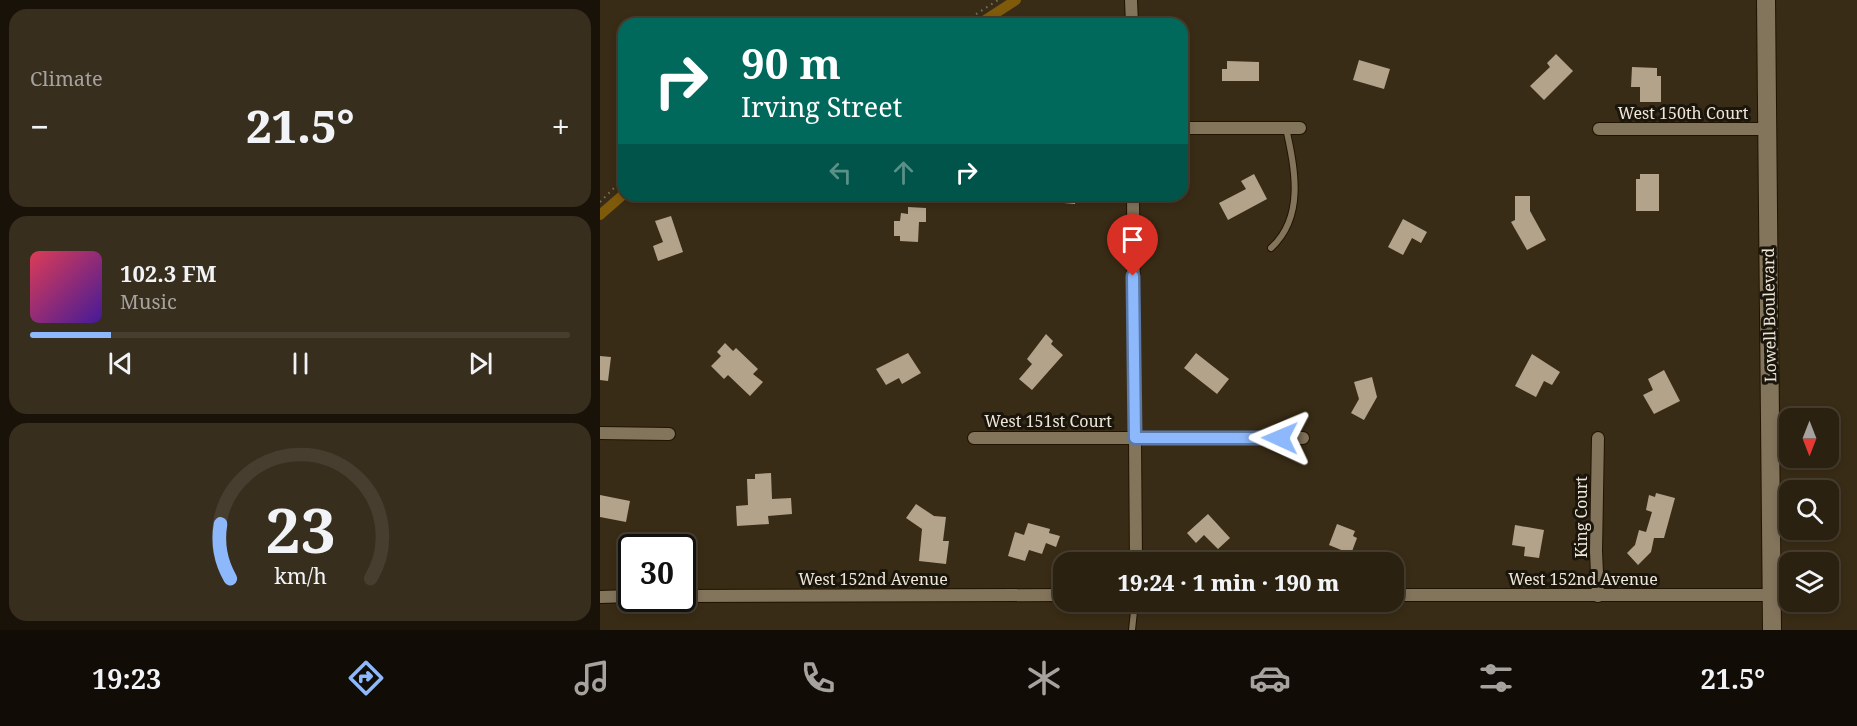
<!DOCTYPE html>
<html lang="en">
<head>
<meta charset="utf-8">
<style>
	body { margin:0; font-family:"Noto Serif",serif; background:#372e1e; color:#f1f3f6; height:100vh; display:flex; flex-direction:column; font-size:22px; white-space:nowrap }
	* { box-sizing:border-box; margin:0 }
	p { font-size:20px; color:#a6a39f }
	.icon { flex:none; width:33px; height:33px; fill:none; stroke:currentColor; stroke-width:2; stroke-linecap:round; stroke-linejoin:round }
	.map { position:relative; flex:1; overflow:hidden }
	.sheet { display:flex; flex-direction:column; gap:9px; padding:9px; background:#181209; width:600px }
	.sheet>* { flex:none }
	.banner { position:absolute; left:18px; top:18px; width:570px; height:183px; border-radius:18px; box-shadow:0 3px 9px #0003,0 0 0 2px #473e30; background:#00695c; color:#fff; overflow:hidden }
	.needle { width:39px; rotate:180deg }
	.fabs { position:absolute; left:1179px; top:408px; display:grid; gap:12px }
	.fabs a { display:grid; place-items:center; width:60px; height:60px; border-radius:12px; background:#2b2110; box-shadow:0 3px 9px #0003,0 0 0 2px #473e30; font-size:30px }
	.speed { position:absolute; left:18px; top:534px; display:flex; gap:12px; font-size:30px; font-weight:700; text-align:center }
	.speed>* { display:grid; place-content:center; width:78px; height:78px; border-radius:50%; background:#2b2110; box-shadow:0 3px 9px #0003,0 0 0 2px #473e30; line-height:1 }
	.speed .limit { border:3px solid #111; border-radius:9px; background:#fff; color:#111 }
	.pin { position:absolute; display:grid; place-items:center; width:51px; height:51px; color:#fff; margin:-62px -26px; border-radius:50% 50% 50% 0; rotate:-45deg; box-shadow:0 0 6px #0007 }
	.pin .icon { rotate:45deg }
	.me { position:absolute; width:66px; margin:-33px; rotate:271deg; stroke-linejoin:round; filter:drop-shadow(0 0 4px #0008) }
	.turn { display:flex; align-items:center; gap:21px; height:126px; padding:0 24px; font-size:27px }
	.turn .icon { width:78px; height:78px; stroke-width:2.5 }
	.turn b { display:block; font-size:42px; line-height:51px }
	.lanes { display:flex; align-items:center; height:57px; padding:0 24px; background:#0003; justify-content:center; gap:30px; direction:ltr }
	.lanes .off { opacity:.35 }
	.big { font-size:45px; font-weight:800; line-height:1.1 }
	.sheet .widget { flex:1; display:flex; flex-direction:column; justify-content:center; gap:9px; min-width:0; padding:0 21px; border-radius:18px; background:#372e1e }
	.sheet .dial { align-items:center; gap:0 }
	.dial svg { height:156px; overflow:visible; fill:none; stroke:#473e30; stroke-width:7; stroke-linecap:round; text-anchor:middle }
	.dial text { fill:#f1f3f6; stroke:none }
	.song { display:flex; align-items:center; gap:18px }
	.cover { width:72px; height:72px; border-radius:9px; background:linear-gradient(135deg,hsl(350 70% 55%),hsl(260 70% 35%)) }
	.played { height:6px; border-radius:3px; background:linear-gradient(90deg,#8db9fc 15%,#473e30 15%) }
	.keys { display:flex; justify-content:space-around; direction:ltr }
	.heat { display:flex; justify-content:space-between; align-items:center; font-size:33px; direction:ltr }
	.trip { position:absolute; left:453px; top:552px; width:351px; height:60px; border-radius:18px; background:#2b2110; box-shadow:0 3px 9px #0003,0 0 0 2px #473e30; font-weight:800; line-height:60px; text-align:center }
	.tab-bar { display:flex; height:96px; justify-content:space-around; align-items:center; background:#110d06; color:#a6a39f }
	.tab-bar .icon { width:42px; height:42px }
	.tab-bar .selected { color:#8db9fc }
	.tab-bar b { font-size:27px; color:#f1f3f6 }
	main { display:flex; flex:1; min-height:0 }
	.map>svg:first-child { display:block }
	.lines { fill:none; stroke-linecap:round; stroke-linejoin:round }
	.canal { stroke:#805a0b; stroke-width:10 }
	.building { fill:#b3a38a }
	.service-casing { stroke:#201401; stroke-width:8 }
	.minor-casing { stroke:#201401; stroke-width:14 }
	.secondary-casing { stroke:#201401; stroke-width:20 }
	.path { stroke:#7c715e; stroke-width:2; stroke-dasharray:1.5 4.5; stroke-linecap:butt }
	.service { stroke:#83745c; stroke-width:6 }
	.minor { stroke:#83745c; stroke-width:12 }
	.secondary { stroke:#83745c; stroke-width:18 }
	.route-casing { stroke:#5c78a4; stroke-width:15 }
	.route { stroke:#8db9fc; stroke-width:10 }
	.labels { text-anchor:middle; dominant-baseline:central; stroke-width:6; stroke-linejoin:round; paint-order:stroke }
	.street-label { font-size:16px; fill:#efe6d9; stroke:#1b160c }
</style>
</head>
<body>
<main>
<section class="sheet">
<div class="widget"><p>Climate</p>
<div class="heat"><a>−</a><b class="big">21.5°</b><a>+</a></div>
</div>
<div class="widget">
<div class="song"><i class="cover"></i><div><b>102.3 FM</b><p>Music</p></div></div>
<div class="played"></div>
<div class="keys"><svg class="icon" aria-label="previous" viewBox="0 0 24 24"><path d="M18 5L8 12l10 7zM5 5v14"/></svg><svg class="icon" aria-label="pause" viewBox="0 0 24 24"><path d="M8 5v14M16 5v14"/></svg><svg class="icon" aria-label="next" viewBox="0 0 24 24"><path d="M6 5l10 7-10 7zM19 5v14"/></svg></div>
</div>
<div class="widget dial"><svg viewBox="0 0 100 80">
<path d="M14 69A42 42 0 1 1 86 69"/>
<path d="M14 69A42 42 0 0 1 9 41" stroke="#8db9fc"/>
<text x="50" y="56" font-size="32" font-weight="700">23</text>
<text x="50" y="72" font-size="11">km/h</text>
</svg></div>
</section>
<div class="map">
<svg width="1257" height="630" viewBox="0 0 1257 630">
	<rect width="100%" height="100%" fill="#392c16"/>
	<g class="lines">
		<path class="canal" d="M 379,24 L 416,0
			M 0,215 L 24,194"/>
	</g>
	<path class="building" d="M 956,54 L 973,71 L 944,100 L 930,86 L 950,67 L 947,63 Z
		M 759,60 L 790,69 L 784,89 L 753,80 Z
		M 627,61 L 659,62 L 659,81 L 622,81 L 622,69 L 627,69 Z
		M 1032,67 L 1057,68 L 1057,76 L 1061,76 L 1061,102 L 1040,102 L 1040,87 L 1031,87 Z
		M 654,174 L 667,199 L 628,220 L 619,203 L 646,189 L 641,181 Z
		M 1040,174 L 1059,174 L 1059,211 L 1036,211 L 1036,179 L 1040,179 Z
		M 442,195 L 476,195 L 475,204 L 442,201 Z
		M 915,196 L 930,196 L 930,211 L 946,240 L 927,250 L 911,222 L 915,220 Z
		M 308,207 L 326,208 L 326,222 L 319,222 L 318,242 L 300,241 L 300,236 L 294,236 L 294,221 L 300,221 L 301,213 L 308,214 Z
		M 71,216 L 83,252 L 58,261 L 53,246 L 63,242 L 55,221 Z
		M 803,219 L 827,232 L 821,243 L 812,238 L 803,255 L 788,247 Z
		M 446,334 L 453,341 L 451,344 L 463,355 L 432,390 L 419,379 L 432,364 L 427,359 Z
		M 125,343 L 133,351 L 136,348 L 158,369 L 153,374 L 163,382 L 150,396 L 128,375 L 124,379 L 111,366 L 121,356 L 117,352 Z
		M 308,353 L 321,373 L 302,384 L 299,378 L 286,385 L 276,369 Z
		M 596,353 L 629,379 L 617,394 L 584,368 Z
		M 932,354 L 960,372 L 952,385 L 944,381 L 936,397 L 915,386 Z
		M 0,356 L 11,357 L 8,381 L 0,380 Z
		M 1064,370 L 1080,401 L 1054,414 L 1043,395 L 1053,390 L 1048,379 Z
		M 772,377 L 777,397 L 764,420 L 751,413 L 759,399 L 754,382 Z
		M 171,473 L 172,499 L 191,498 L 192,514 L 168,516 L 169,524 L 137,526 L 136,506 L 148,505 L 147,479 L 155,479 L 155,474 Z
		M 1056,493 L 1075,498 L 1064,538 L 1054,538 L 1051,552 L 1038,565 L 1027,553 L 1035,545 L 1039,530 L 1046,532 L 1052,512 L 1046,510 L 1049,495 L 1055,497 Z
		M 0,495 L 30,501 L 26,522 L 0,517 Z
		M 316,504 L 334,516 L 346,517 L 343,541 L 349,541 L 346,564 L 319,561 L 322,529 L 306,518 Z
		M 608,514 L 630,538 L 618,549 L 604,535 L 596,543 L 587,533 Z
		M 428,523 L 450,529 L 449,533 L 460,536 L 456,547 L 446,543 L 442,554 L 429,550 L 425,561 L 408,556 L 415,532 L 424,535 Z
		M 737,524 L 755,531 L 753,536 L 757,538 L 751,554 L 729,545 Z
		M 915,525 L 944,530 L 939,558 L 924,556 L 925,547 L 912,545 Z"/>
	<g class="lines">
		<g class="service-casing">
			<path id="service" d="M 671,248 C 705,217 695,169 686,128
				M 532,630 L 535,602"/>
		</g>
		<g class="minor-casing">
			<path id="minor" d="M 531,0 L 532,24
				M 582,128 L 700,128
				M 999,129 L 1167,129
				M 533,195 L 536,562
				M 0,433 L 69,434
				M 374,438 L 703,438
				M 998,438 L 996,551 L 998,596
				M 794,595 L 1172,595
				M 82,596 L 464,595
				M 0,597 L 32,596"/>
		</g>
		<g class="secondary-casing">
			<path id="secondary" d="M 1166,0 L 1172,630"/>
		</g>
		<path class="path" d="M 361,24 L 398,0
			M 0,202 L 24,178"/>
		<use href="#service" class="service"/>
		<use href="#minor" class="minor"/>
		<use href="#secondary" class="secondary"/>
	</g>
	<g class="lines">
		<g class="route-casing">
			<path id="route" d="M 533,276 L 535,438 L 680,438"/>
		</g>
		<use href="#route" class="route"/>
	</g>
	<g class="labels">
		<g class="street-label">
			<text x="1083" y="113">West 150th Court</text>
			<text transform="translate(1169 315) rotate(-91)">Lowell Boulevard</text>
			<text x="448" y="421">West 151st Court</text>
			<text transform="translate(981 517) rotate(-90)">King Court</text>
			<text x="273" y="579">West 152nd Avenue</text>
			<text x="983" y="579">West 152nd Avenue</text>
		</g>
	</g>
</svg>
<div class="fabs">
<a><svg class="needle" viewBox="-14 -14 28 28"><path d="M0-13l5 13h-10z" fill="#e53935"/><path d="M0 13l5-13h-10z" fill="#a6a39f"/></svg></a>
<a><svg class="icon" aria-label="search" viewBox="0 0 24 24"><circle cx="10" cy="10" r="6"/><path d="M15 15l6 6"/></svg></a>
<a><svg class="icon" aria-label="layers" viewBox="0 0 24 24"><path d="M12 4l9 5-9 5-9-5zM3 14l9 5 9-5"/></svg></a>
</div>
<div class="speed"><div class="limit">30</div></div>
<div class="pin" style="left:533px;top:276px;background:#d93025"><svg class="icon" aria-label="arrive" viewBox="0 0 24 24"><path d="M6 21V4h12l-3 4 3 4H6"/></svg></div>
<svg class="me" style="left:680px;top:438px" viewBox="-20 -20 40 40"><path d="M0-17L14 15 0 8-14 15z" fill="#8db9fc" stroke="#fff" stroke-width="4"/></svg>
<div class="trip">19:24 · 1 min · 190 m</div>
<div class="banner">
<div class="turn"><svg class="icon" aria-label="right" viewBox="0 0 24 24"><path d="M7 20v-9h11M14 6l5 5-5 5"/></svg><div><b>90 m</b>Irving Street</div></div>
<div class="lanes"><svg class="icon off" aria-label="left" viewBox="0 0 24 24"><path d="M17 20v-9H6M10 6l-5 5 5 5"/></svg><svg class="icon off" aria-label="ahead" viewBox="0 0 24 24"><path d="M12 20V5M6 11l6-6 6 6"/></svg><svg class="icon" aria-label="right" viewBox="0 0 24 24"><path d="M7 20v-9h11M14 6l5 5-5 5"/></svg></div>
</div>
</div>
</main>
<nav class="tab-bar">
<b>19:23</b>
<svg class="icon selected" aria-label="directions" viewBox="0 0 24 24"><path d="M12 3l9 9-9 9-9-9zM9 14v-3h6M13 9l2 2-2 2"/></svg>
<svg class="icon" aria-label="music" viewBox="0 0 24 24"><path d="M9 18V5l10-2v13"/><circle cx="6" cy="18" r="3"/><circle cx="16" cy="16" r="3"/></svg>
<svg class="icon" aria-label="phone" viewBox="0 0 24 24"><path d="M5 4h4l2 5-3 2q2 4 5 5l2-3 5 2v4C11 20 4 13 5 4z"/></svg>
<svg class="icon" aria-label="climate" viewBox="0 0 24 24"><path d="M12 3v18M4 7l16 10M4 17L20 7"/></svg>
<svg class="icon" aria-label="car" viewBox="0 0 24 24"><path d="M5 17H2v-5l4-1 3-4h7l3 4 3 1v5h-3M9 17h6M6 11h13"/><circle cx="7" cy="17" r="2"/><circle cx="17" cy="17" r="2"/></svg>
<svg class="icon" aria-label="filters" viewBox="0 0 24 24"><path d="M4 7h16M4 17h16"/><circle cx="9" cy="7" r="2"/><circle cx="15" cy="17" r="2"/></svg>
<b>21.5°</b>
</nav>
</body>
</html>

:::::

YOUR GOAL
Where a line of the entries contains the word "fabs", count it, then state the total and nothing else.

COMPLETED EXERCISE
3